The clock will be built by the Jerusalem company Accubeat to withstand the rigors of space travel for at least 15 years. Kaspi and Galant will use the clock to calculate the properties of Triton’s atmosphere based on the Doppler displacement of radio waves beamed back to Earth from the spacecraft. The Israeli-made clock will assist them in measuring tiny oscillations in these waves.

Accubeat is already building a similar clock to be launched aboard the European Space Agency’s JUICE mission to the moons of Jupiter, set for 2022.

“This unique clock, developed for an ESA flagship mission, has raised interest with other mission teams. It is proof that Israeli industry and research have much to contribute to international space exploration,” said Israel Space Agency Director General Avi Blasberger, whose organization is providing research funding.

As one of four finalists from 22 proposals submitted to NASA’s Discovery Program, the Trident team and three other proposals will each receive three million dollars in the coming year to develop their plans before two are finally selected for missions. If all goes well, the interplanetary probe is due to be launched in 2026 for the multi-billion mile journey to the solar system’s third largest planet.

NASA is considering the mission to understand future pathways to habitable worlds that are at tremendous distances from the Sun. NASA’s Voyager 2 mission showed that Triton might have an underground ocean. Triton is being designed for a single flyby to map it, explore the active processes on the moon and determine whether the predicted subsurface ocean exists.
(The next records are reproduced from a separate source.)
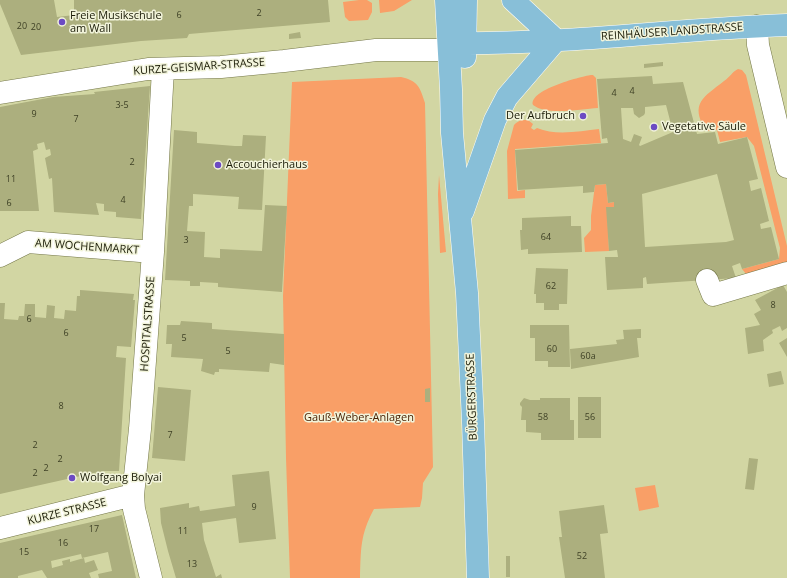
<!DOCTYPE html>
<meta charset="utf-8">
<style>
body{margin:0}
canvas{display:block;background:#d2d6a3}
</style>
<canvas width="787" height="578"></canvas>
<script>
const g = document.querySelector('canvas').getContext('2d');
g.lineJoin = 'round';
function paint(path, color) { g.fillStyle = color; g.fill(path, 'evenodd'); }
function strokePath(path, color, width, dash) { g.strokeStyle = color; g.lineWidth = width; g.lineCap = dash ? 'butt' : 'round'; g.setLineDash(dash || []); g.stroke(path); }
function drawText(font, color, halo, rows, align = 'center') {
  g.font = font + ' "Open Sans",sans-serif'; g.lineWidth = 3; g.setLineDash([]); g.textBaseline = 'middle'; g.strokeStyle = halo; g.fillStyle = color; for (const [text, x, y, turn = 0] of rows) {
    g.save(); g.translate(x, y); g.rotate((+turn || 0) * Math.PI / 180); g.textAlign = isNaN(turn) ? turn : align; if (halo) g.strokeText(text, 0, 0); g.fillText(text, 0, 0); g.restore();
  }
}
const green = new Path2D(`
 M359 0H367L372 3V12L368 20 349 21 345 17 343 2Z
 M379 0H412L394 11 380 13Z
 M738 69 742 70 746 75 787 246V262L747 275 742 269 779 259 780 248 754 146 747 137 720 142 717 130 706 131C689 103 704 97 724 81 730 77 732 72 738 69Z
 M591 75H593L596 78 598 108C581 109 547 116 533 105 529 90 579 77 591 75Z
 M401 77C418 81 420 87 425 103L433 467 423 483 422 498 420 507 374 509C360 535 361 549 360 578H290L286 458 283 296 292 82Z
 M521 120H528L533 124 531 128 534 130 537 128C556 136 580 131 599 129L601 143 515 149 517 191 525 190V198L508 199 507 151 514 125 516 123Z
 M439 175 446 252 440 253 438 194Z
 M606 184 608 203 614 202V207H607L609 251 585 252 584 238 591 230V216L595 185Z
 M655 485 659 507 639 511 635 488Z`);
const building = new Path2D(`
 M0 0H54L57 17 74 15V0H328L330 22 189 34 187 38 141 41 21 55 0 4Z
 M300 32 301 38 289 39V34Z
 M663 62V66L644 68V64Z
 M652 76 653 84 683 82 697 134 715 132 718 144 747 137 758 179 749 181 751 191 761 188 769 221 760 224 761 229 771 227 779 259 742 269 740 263 732 266 736 278 647 284 646 277 643 278V288L607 290 605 257H618L617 250 609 251 606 207H614V202L608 203 606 184 595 185 594 192 583 193V186L518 190 515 150 608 143 607 138 602 139 597 79ZM666 105 673 132 640 146 639 145 642 137 634 134 631 142 623 139 621 108H633L634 114 639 118 644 115 645 113V107ZM717 174 734 240 726 242 645 247 642 194Z
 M150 86 141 219 116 217V212L104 211V204L96 203 99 215 54 212 52 178 49 179 45 158 51 155 50 149 46 150 44 142 37 144 38 149 33 151 39 211H0V107L53 97 95 94 94 92Z
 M174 130 197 132V143L235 146H242L243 135 266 136 262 210 238 209 239 197 193 194V206H189L187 231 205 232 204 257 220 258V249L262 251 265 205 287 206 282 292 218 287V283L200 282V286H190V281L165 280Z
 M571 216V226H581L582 252 528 254V249L521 250 520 230H522V218Z
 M536 268 568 269 567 304H559V310H544V303H536V294H534Z
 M783 285 787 292V328L782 331 780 326 772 330 773 333 763 340 764 351 748 354 745 328 760 325 754 314 761 310 755 300Z
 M80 290 134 294 133 300H135L131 347 117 346 116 357 126 358 119 471H103L0 494V303H5L4 319 18 320 19 316H24L25 304H35V317L46 318 47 305 55 306 54 318 64 319 65 310 76 311 77 296H80Z
 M181 321 212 323V329L284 334V365L270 363 269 372 219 369V372H215L214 375 201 371 203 359 171 357 172 344H166L167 325H180Z
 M530 325H569L570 367H548V361H535V338H530Z
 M641 329V338H637L639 357 571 369 570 349 617 344 616 340 624 339 623 330Z
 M787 338V357L779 343Z
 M781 371 784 384 769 387 767 374Z
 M158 387 191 390 185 461 152 458Z
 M430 388V402H425V389Z
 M578 397H601V438H578Z
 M524 398 530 400H540V398H570V420H574V440H541V433L526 432V420H521L522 407 520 405V403Z
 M749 458 758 459 754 490 745 489Z
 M269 471 276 539 239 543 236 518 202 523 204 540 216 577 221 574 222 578H176L168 551 161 523 160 508 189 503V508L199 506 200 511 235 506 232 475Z
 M604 505 608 533 600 534 605 578H565L559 537H562L559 511Z
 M122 515 136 578H99L98 574 112 571 108 552 82 558 81 554 51 561 52 568 63 565 62 561 70 559V562L84 558 85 563 94 560 98 570 89 573 91 578H47L42 570 18 576V578H0V543Z
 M506 556H510V577H506Z`);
const minor = new Path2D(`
 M757 26 758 45 787 167
 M0 93 148 69 221 67 284 61 376 50H449
 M0 256 28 242 153 252
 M707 280 713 295 787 273
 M0 528 133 495
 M151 578 134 509 133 495 140 429 153 252 163 69`);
const major = new Path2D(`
 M446 0 451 89 452 133 467 293 473 422 478 578
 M513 0 556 40
 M449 43C562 45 674 29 787 25
 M465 57 466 0
 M463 211 495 120 507 97 556 40`);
const markers = [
 [62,22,4,"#6c4ac3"],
 [583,116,4,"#6c4ac3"],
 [654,127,4,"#6c4ac3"],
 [218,165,4,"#6c4ac3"],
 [72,478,4,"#6c4ac3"]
];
const numberNames = [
 ["2",259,13],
 ["6",179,15],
 ["20",22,26],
 ["20",36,27],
 ["4",632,91],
 ["4",614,93],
 ["3-5",122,105],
 ["9",34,114],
 ["7",76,119],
 ["2",132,162],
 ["11",11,179],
 ["4",123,200],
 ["6",9,203],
 ["64",546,237],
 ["3",186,240],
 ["62",551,286],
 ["8",773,305],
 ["6",29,319],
 ["6",66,333],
 ["5",184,338],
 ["60",552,349],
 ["5",228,351],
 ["60a",588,356],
 ["8",61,406],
 ["58",543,417],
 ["56",590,417],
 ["7",170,435],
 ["2",35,445],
 ["2",60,459],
 ["2",46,468],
 ["2",35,473],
 ["9",254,507],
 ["17",94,529],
 ["11",183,531],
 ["16",63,543],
 ["15",24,552],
 ["52",582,556],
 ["13",192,564]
];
const poiNames = [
 ["Freie Musikschule",70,16],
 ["am Wall",70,29],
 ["Der Aufbruch",575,116,"right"],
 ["Vegetative Säule",662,127],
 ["Accouchierhaus",226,165],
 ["Wolfgang Bolyai",80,478]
];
const streetNames = [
 ["REINHÄUSER LANDSTRASSE",672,32,-4],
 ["KURZE-GEISMAR-STRASSE",199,67,-4],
 ["AM WOCHENMARKT",87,247,4],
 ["HOSPITALSTRASSE",148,324,-86],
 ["BÜRGERSTRASSE",472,397,-92],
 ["KURZE STRASSE",67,512,-14]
];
const parkNames = [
 ["Gauß-Weber-Anlagen",359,418]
];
paint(green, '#f99f67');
paint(building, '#acaf7e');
strokePath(minor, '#747748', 23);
strokePath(major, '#fff', 23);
strokePath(minor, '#fff', 22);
strokePath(major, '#88bfd8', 22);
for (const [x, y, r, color] of markers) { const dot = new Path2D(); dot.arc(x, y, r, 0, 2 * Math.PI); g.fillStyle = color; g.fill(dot); strokePath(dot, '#f2f4db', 1.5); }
drawText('9px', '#3e4025', null, numberNames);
drawText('11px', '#1a1b07', '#f2f4db', poiNames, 'left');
drawText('11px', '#1a1b07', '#f2f4db', streetNames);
drawText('11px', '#461e00', '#f2f4db', parkNames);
</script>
If life does exist outside of Earth, it could be hiding in subterranean oceans flowing under the surface of icy moons, and Triton is one of the most promising candidates.

Triton is Neptune’s largest of 14 known moons and also an oddity because it orbits in the opposite direction of all the other moons of Neptune, leading some to think that it originated from outside our Solar System and may be an intruder trapped long ago by Neptune’s gravitational field.

If approved, Trident would be the first Earthly visitor to Neptune and its moons in over 30 years. Trident is intended to be smaller, cheaper, and shorter-term than the large missions that take off once or twice a decade. Unlike other large missions that are on the political or leadership level, the Discovery missions are all proposed, planned and selected by researchers.

“The launch date is fixed by the window of opportunity in which the configuration of the planets would enable a craft from Earth to reach Triton in just 12 years. The next window of opportunity will not come around until 2038,” Galant said.